Encontré nuevamente en El
sueño de África, de Javier Reverte, unas referencias sobre la esclavitud al
hilo de su visita a Zanzíbar, el gran mercado de esclavos del Índico. El texto,
que transcribo, era especialmente doloroso y mostraba la magnitud de este
tráfico durante siglos. Una parte muy importante de esos esclavos fueron
arrebatados de sus hogares en África Occidental:
África
ha sido territorio libre para la caza del hombre desde hace al menos dos mil
años. La explosión demográfica del continente es cosa de este siglo (se refiere
al siglo XX), pues durante los anteriores sufrió un vertiginoso proceso de
despoblamiento, debido sobre todo al tráfico de esclavos. Tan solo entre los
siglos XV y XIX, la edad de los imperios coloniales, unos quince millones de
esclavos salieron embarcados de sus costas hacia otros continentes. De ellos, un
millón y medio murieron en el camino. Pero no existen cifras concretas de
aquellos que no llegaron nunca a ser embarcados, los que murieron en los
asaltos de los negreros a las aldeas ignoradas y los que fallecieron en las
penosas marchas de las caravanas que los transportaban encadenados hasta la
costa. El corazón se nos congela cuando hacemos un cálculo aproximado.
Es
cierto que las civilizaciones más primitivas, y también las culturas no
cristianas, incluida la musulmana, aceptaron siempre la esclavitud como un
hecho natural. Pero a mediados del siglo XVIII, en plena Ilustración y bajo la
luminosidad del Siglo de las Luces, uno de los más reputados talentos europeos,
Montesquieu, publicó un libro considerado un clásico en el pensamiento
occidental: El espíritu de las leyes, del que sigue emanando en buena
medida nuestra cultura política. En el tomo XV de ese libro, capítulo V, el
venerado filósofo decía lo que sigue para justificar la esclavitud de los
hombres negros: “Es difícil aceptar la idea de que Dios, que es un ser tan
sabio, haya puesto un alma buena en un cuerpo todo negro (…) Una prueba de que
los negros carecen de sentido común es que hacen más caso de un collar de
vidrio que de oro”. Un par de siglos antes, en 1510, otro gran defensor europeo
de los derechos humanos, el español Fray Bartolomé de las Casas, recomendó que
se importasen negros africanos como esclavos a América. Para el fraile, los
indios tenían alma, en tanto que los negros carecían de ella.
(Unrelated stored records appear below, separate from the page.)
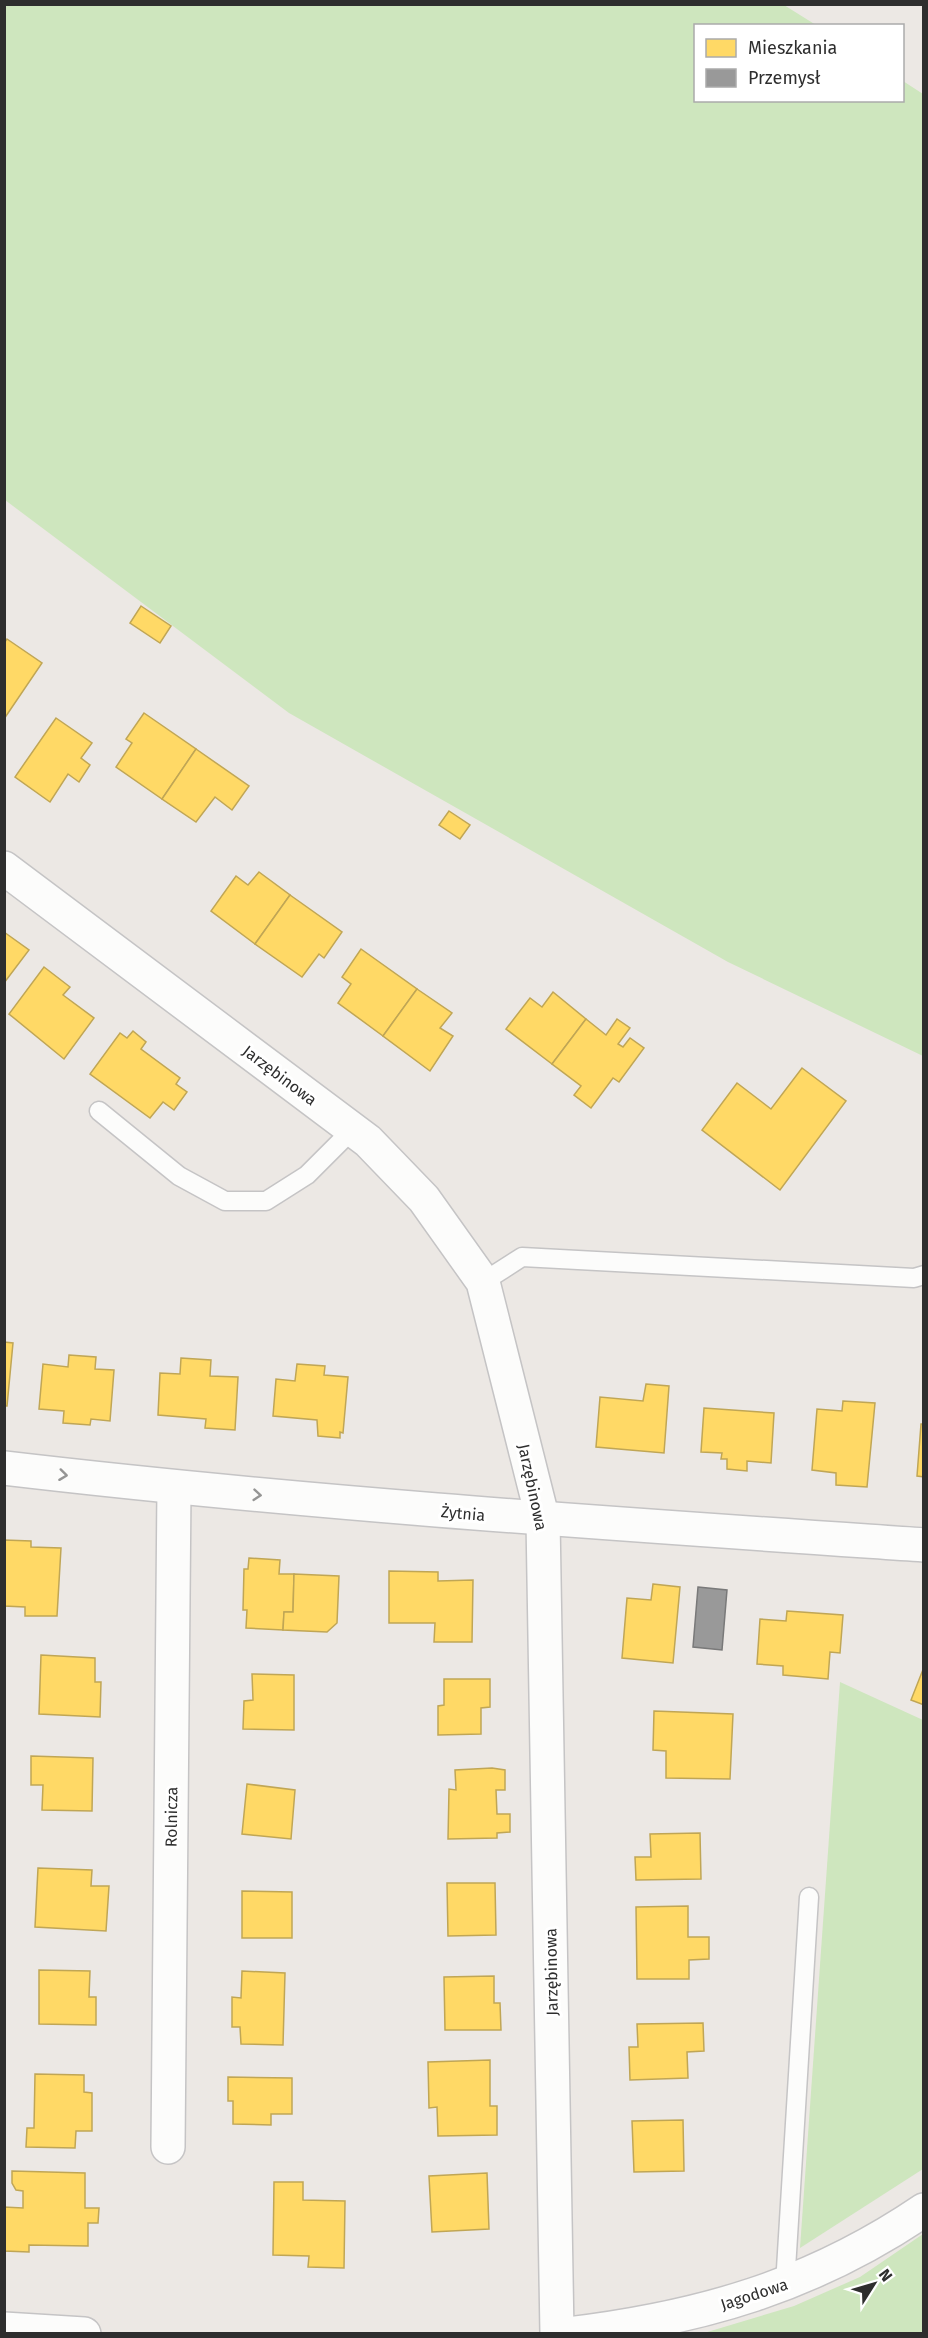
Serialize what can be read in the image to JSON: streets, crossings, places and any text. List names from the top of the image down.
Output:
{
  "streets": {
    "street": [
      "Jarzębinowa",
      "Żytnia",
      "Rolnicza",
      "Jagodowa"
    ]
  },
  "crossings": [
    ["Jarzębinowa", "Żytnia"],
    ["Żytnia", "Rolnicza"]
  ],
  "one_way": ["Żytnia"],
  "legend": ["Mieszkania", "Przemysł"],
  "north": "top right"
}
Es curioso que cada vez que he transcrito
la palabra negro, el corrector ha puesto unos asteriscos, en una clara
censura de esa palabra. Recuerdo que hace muchos años un amigo me advirtió de
lo peligroso de utilizar la palabra negro en Estados Unidos ya que black
estaba aceptado pero negro (pronunciado por los americanos nigro)
era un término humillante y podía recibir una respuesta violenta por
pronunciarlo.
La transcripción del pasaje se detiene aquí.